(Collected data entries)
*****

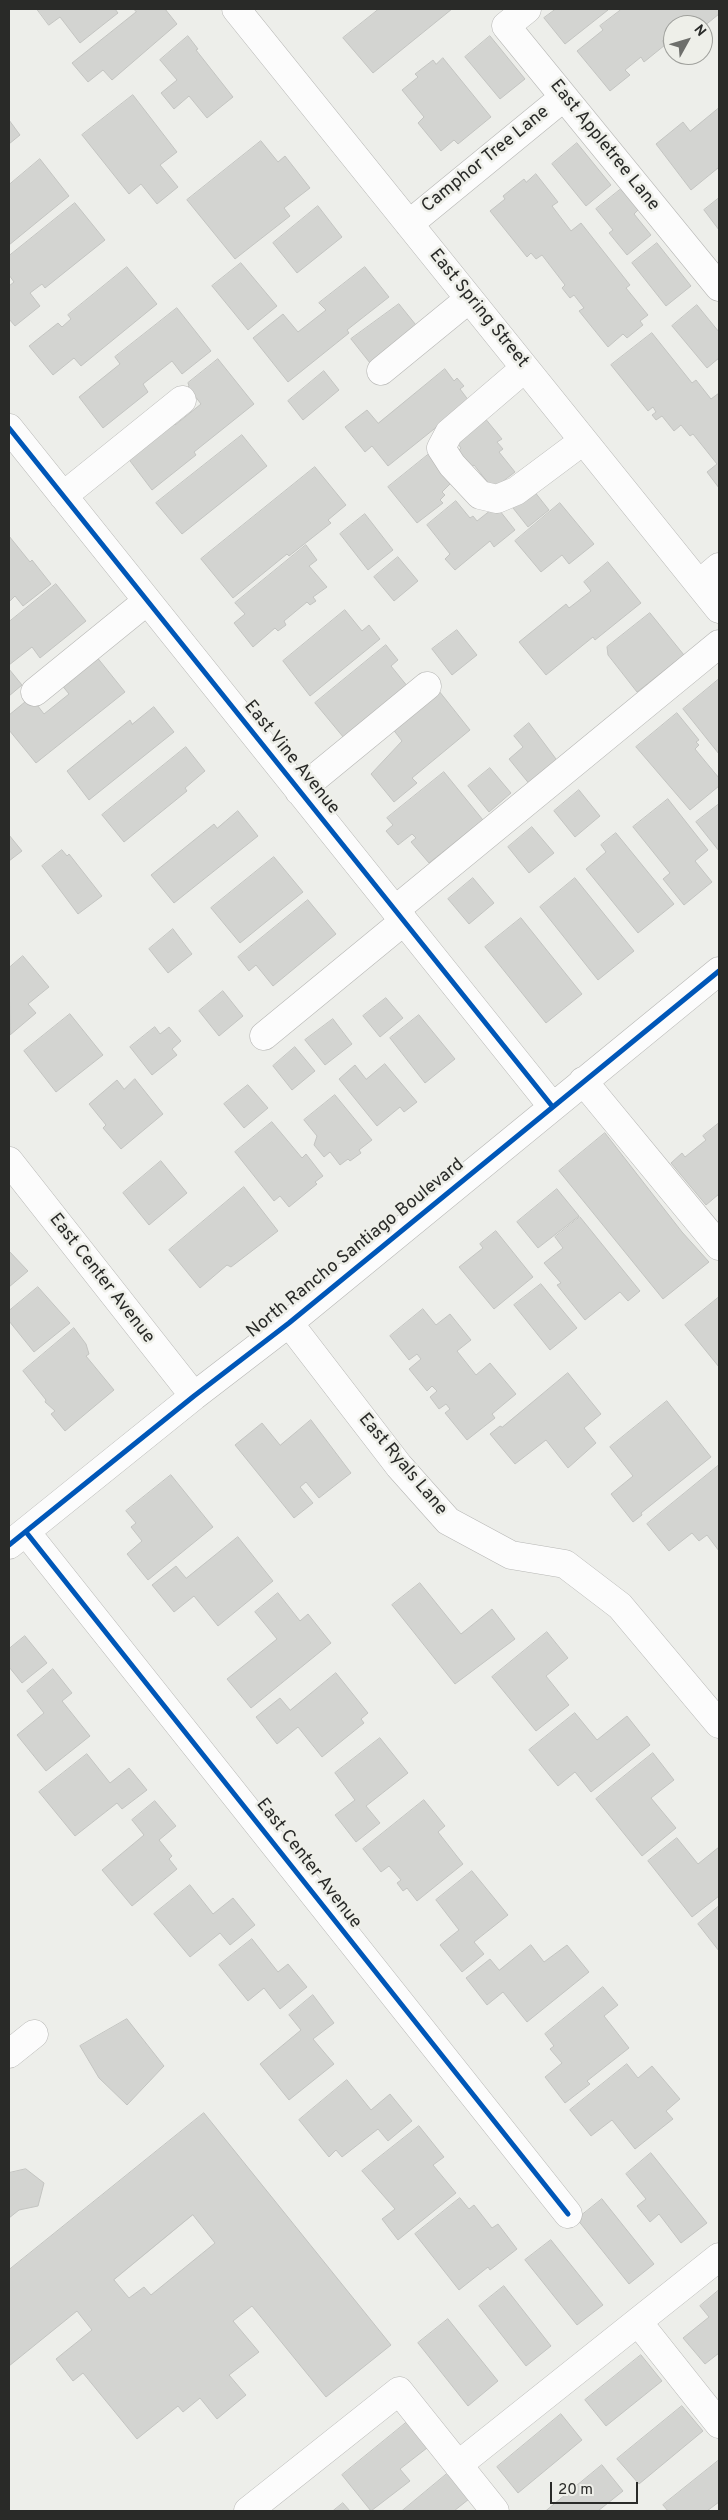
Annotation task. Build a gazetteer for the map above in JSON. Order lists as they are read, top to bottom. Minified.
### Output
{"streets":{"street":["East Appletree Lane","Camphor Tree Lane","East Spring Street","East Vine Avenue","North Rancho Santiago Boulevard","East Center Avenue","East Ryals Lane"]},"crossings":[["East Appletree Lane","Camphor Tree Lane"],["Camphor Tree Lane","East Spring Street"],["East Vine Avenue","North Rancho Santiago Boulevard"],["North Rancho Santiago Boulevard","East Center Avenue"],["North Rancho Santiago Boulevard","East Ryals Lane"]],"scale_bar":"20 m","north":"top right"}
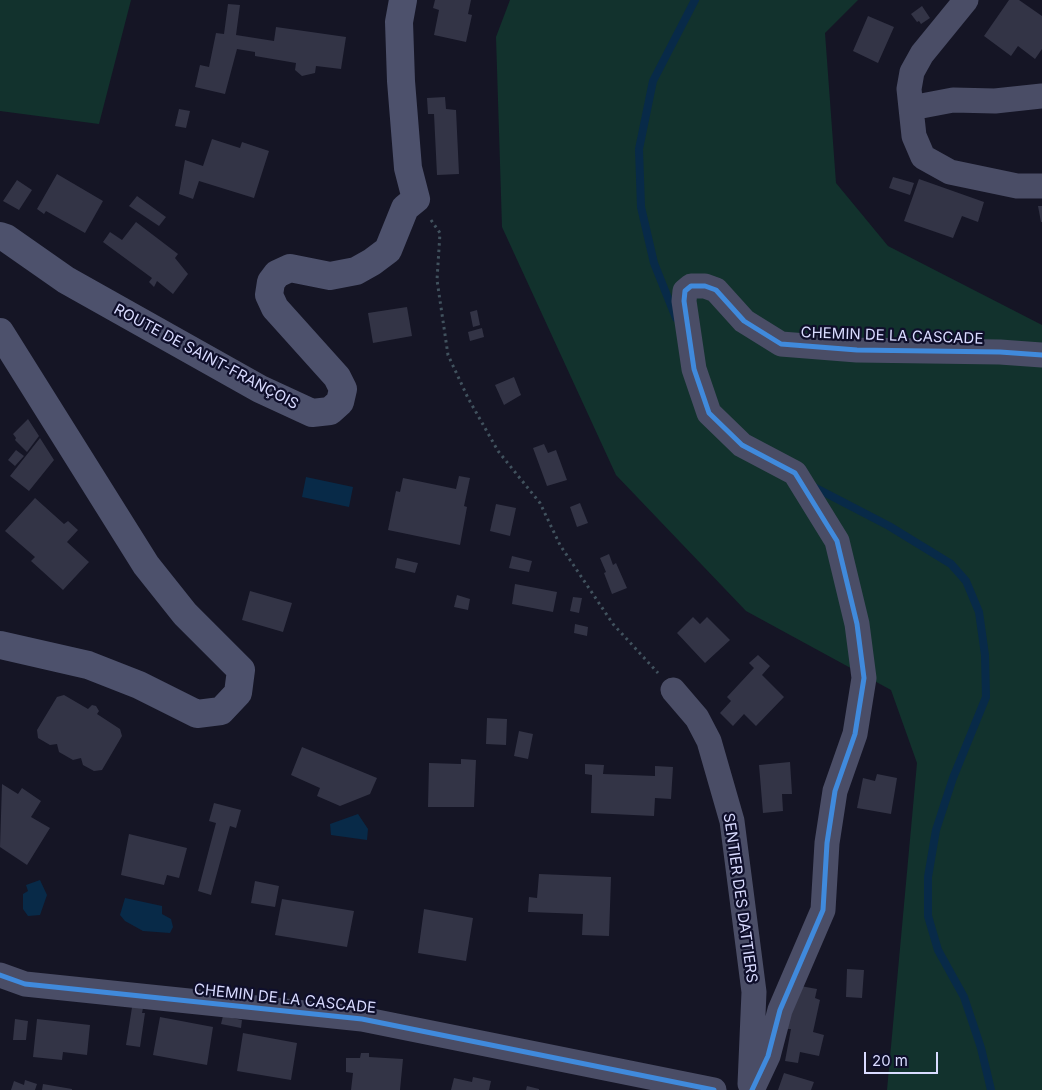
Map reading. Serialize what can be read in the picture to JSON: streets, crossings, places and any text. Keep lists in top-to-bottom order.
{
  "streets": {
    "main road": ["ROUTE DE SAINT-FRANÇOIS"],
    "street": ["CHEMIN DE LA CASCADE", "SENTIER DES DATTIERS"]
  },
  "crossings": [
    ["CHEMIN DE LA CASCADE", "SENTIER DES DATTIERS"]
  ],
  "scale_bar": "20 m"
}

*****

▶ What you are asked to do: Give an exact copy of every line from the one holding "Map reading. Serialize" through the end of the records, both included, and no other lines.

▶ Task answer:
Map reading. Serialize what can be read in the picture to JSON: streets, crossings, places and any text. Keep lists in top-to-bottom order.
{
  "streets": {
    "main road": ["ROUTE DE SAINT-FRANÇOIS"],
    "street": ["CHEMIN DE LA CASCADE", "SENTIER DES DATTIERS"]
  },
  "crossings": [
    ["CHEMIN DE LA CASCADE", "SENTIER DES DATTIERS"]
  ],
  "scale_bar": "20 m"
}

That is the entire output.